Remember the reader
Lawyers should write with their audience in mind.
To write any professional document effectively, you must write with the audience in mind. Keep in mind how your writing will be used and shape it to be as useful as possible for that purpose. Anything in a legal document that does not help the reader is wasteful and must be removed during revision.
Remember that you are explaining the law to another human being. As Joe Glaser put it, “Good writers picture their readers and try to appeal to them directly.”
Aim to make your document as useful to the reader as possible. That means thinking about the reader’s specific goals, keeping the reader’s background knowledge in mind, and avoiding lazy habits such as dumping the results of your research onto the page and leaving the reader to piece it together into an argument.
Think about the reader’s specific goals.
“Address the reader’s needs specifically enough to make the document a sharp scalpel for the operation you want to perform.”
— Armstrong & Terrell, Thinking Like a Writer
Always think about what your target reader needs to accomplish and make your document a useful instrument for that purpose. For legal writers, thinking about audience means considering who your target reader is and what they need to use your document to accomplish. Here are some typical scenarios:
You are writing a demand letter with the aim of convincing an opposing party to take some action voluntarily so you don’t have to resort to litigation. Your goal is to persuade them that taking the action is in their best interest.
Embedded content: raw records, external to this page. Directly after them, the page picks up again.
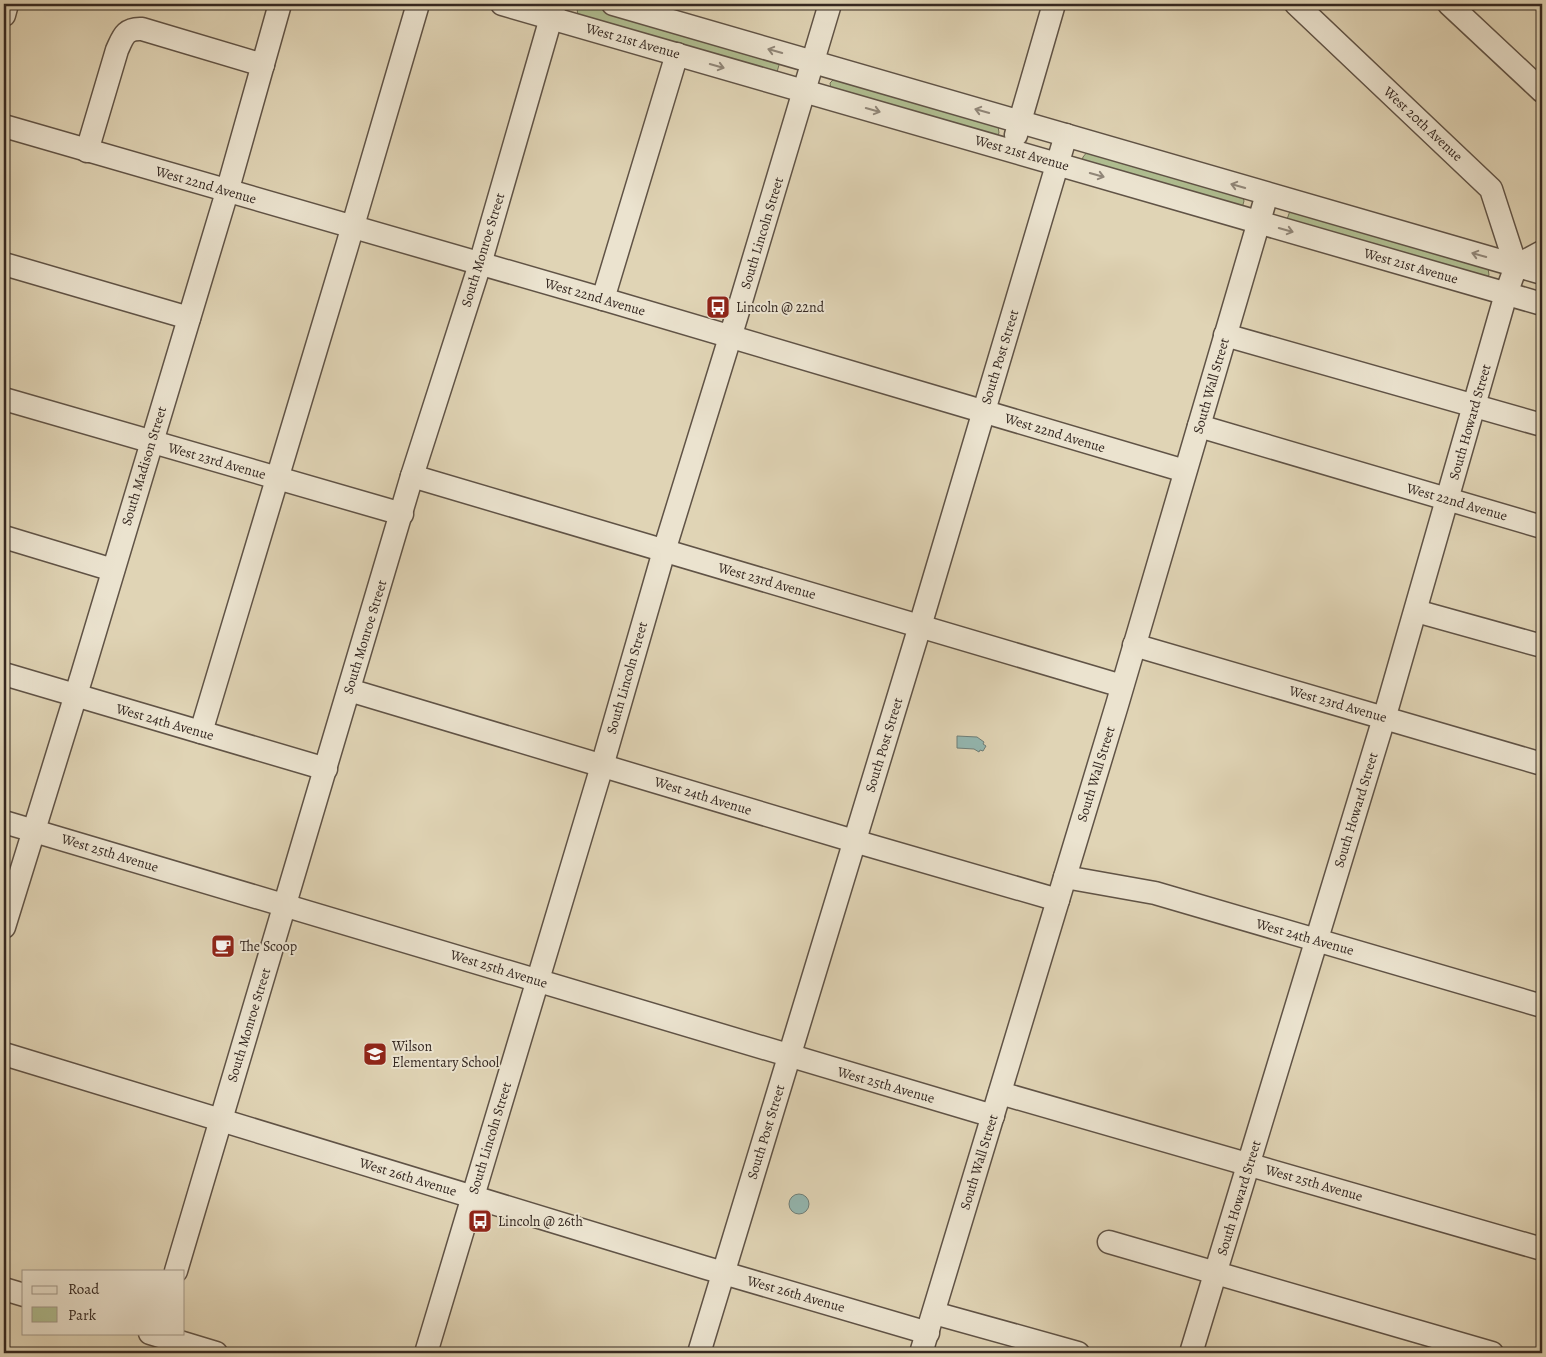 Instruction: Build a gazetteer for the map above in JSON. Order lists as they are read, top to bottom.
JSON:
{
  "streets": {
    "street": [
      "West 21st Avenue",
      "West 20th Avenue",
      "West 22nd Avenue",
      "South Lincoln Street",
      "South Monroe Street",
      "South Post Street",
      "South Wall Street",
      "South Howard Street",
      "West 23rd Avenue",
      "South Madison Street",
      "West 24th Avenue",
      "West 25th Avenue",
      "West 26th Avenue"
    ]
  },
  "crossings": [
    ["West 21st Avenue", "South Lincoln Street"],
    ["West 21st Avenue", "South Monroe Street"],
    ["West 21st Avenue", "South Post Street"],
    ["West 21st Avenue", "South Wall Street"],
    ["West 21st Avenue", "South Howard Street"],
    ["West 20th Avenue", "South Howard Street"],
    ["West 22nd Avenue", "South Lincoln Street"],
    ["West 22nd Avenue", "South Monroe Street"],
    ["West 22nd Avenue", "South Post Street"],
    ["West 22nd Avenue", "South Wall Street"],
    ["West 22nd Avenue", "South Howard Street"],
    ["West 22nd Avenue", "South Madison Street"],
    ["South Lincoln Street", "West 23rd Avenue"],
    ["South Lincoln Street", "West 24th Avenue"],
    ["South Lincoln Street", "West 25th Avenue"],
    ["South Lincoln Street", "West 26th Avenue"],
    ["South Monroe Street", "West 23rd Avenue"],
    ["South Monroe Street", "West 24th Avenue"],
    ["South Monroe Street", "West 25th Avenue"],
    ["South Monroe Street", "West 26th Avenue"],
    ["South Post Street", "West 23rd Avenue"],
    ["South Post Street", "West 24th Avenue"],
    ["South Post Street", "West 25th Avenue"],
    ["South Post Street", "West 26th Avenue"],
    ["South Wall Street", "West 23rd Avenue"],
    ["South Wall Street", "West 24th Avenue"],
    ["South Wall Street", "West 25th Avenue"],
    ["South Wall Street", "West 26th Avenue"],
    ["South Howard Street", "West 23rd Avenue"],
    ["South Howard Street", "West 24th Avenue"],
    ["South Howard Street", "West 25th Avenue"],
    ["West 23rd Avenue", "South Madison Street"],
    ["South Madison Street", "West 24th Avenue"],
    ["South Madison Street", "West 25th Avenue"]
  ],
  "places": {
    "bus stop": ["Lincoln @ 22nd", "Lincoln @ 26th"],
    "cafe": ["The Scoop"],
    "school or university": ["Wilson Elementary School"]
  },
  "legend": ["Road", "Park"]
} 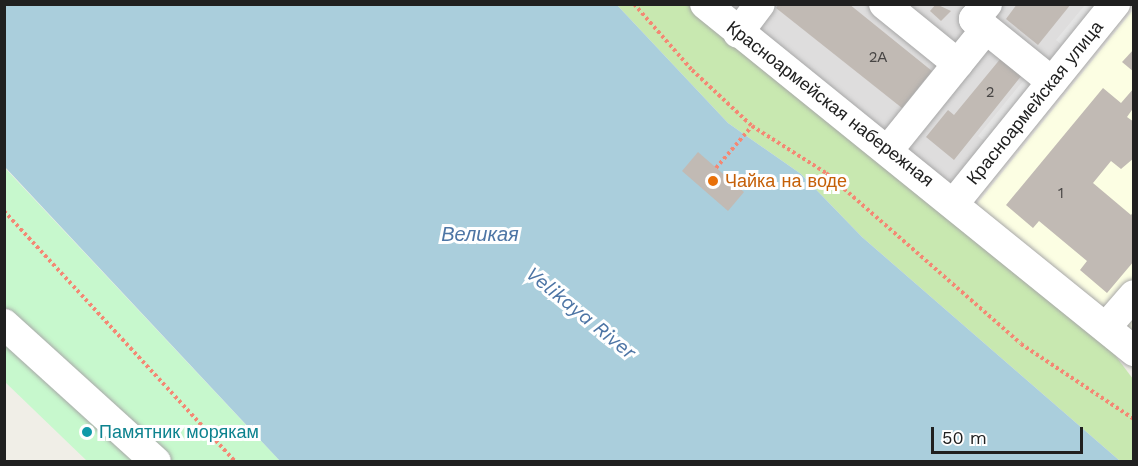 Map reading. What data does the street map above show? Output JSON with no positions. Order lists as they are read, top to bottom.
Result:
{
  "streets": {
    "street": ["Красноармейская улица", "Красноармейская набережная"]
  },
  "crossings": [
    ["Красноармейская улица", "Красноармейская набережная"]
  ],
  "water": ["Великая", "Velikaya River"],
  "places": ["Чайка на воде", "Памятник морякам"],
  "house_numbers": ["2А", "2", "1"],
  "scale_bar": "50 m"
}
You are writing a pre-litigation analysis letter to a client setting forth potential legal strategies, their expected costs, and the probability of various outcomes. Your goal is to help them think through a legal problem and develop realistic expectations so they can make a decision that is in their best interest.
You are writing a meet-and-confer letter with opposing counsel before filing a motion to compel further discovery responses. Your ostensible aim is to persuade the opponent to give more substantive responses, but you suspect that you won’t be able to persuade them to do so; you therefore also write with the court in mind, as this letter may end up attached to a filing and ultimately on the judge’s desk.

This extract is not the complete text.